Георгий Лосьев - Сибирская Вандея
– Приказ – приказом, а тоже понимать надо: кто про все расскажет? Отведи его к тем, в пожарную часть.
Во дворе пожарной части лежал и смотрел в небо стеклянными глазами «начальник милиции» Жданов. Вокруг рта его ползали мухи. Рядом валялся обрез с разорванным стволом. Базыльников покосился на труп, перекрестился и шагнул в темь подвала, где уже сидели Настасья Мальцева и некоторые другие.
Дороги вокруг Колывани были свободны. Ромка-цыган нахлестывал губинскую пару не жалеючи, кони мчали тарантас сломя голову. Каждый в экипаже думал о своем. Ромка мечтал оглушить на привале хозяина, купчиху придавить и укатить далеко-далеко. Губин ждал, когда пролетка выберется с проселочной круговерти на Пихтовский большак, – благословит его, цыганского пса, из нагана в затылок, а купчиха молилась, и про себя и вслух: «Пронеси, господи, от красных!»
Так мчались они в неведомое.
Вдруг Ромка резко осадил лошадей: за поворотом открылась поваленная поперек дороги здоровущая сосна.

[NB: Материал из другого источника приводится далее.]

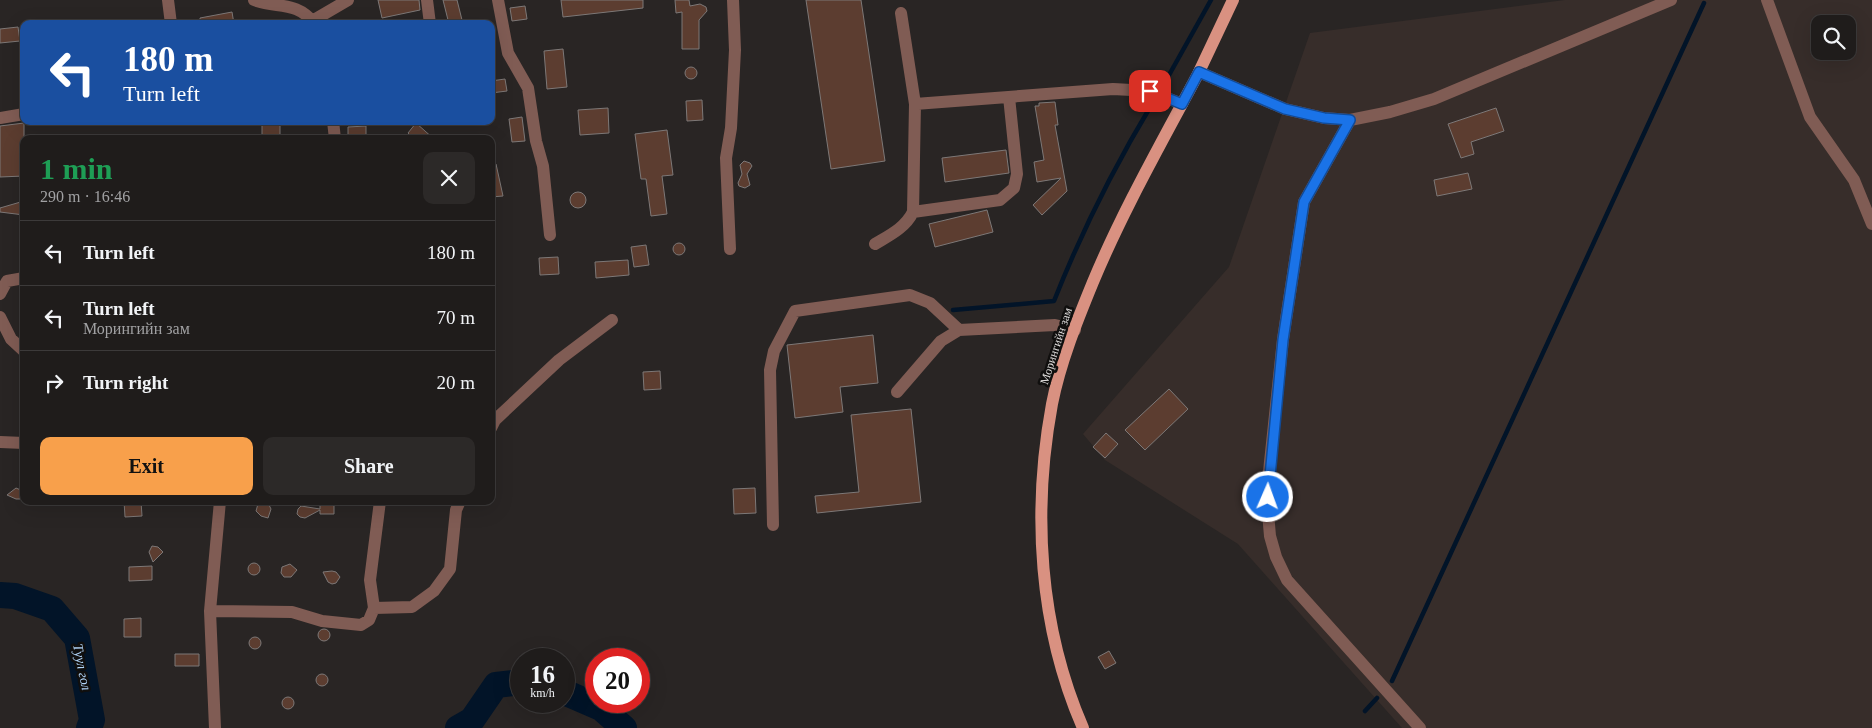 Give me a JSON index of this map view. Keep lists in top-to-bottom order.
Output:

Цыган мигом скатился с козел и пропал в придорожной кустарниковой чаще.
К упряжке подошел человек в папахе и в черной бурке об одно плечо.
– А-а-а! – протянул есаул Самсонов. – Вот кого бог послал! Мое почтение, ваше степенство.
Пролетку окружили люди с шашками наголо. Михаил Дементьевич проговорил хрипло:
– Под сиденьем. Берите все. Только упряжку оставьте…
– Возьмем, купец, – осклабился один из самсоновцев, – благодарствуем, спасибо за милость вашу! И упряжкой не побрезгуем. Ну, мать Перепетуя, слазь!
Купчиха схватилась за раму пролеточного зонта, впилась в нее, словно клещ, заголосила.
Михаил Дементьевич выстрелить не успел: снесенная ударом самсоновской шашки голова скатилась в кювет…
Старуха без чувств свалилась с сиденья. И ее пристрелили.
Бандитская засека была устроена не без древней разбойничьей хитрости: вокруг завала, в кустах, самсоновцы соорудили кольцо, как на волчьей бесфлажной облаве.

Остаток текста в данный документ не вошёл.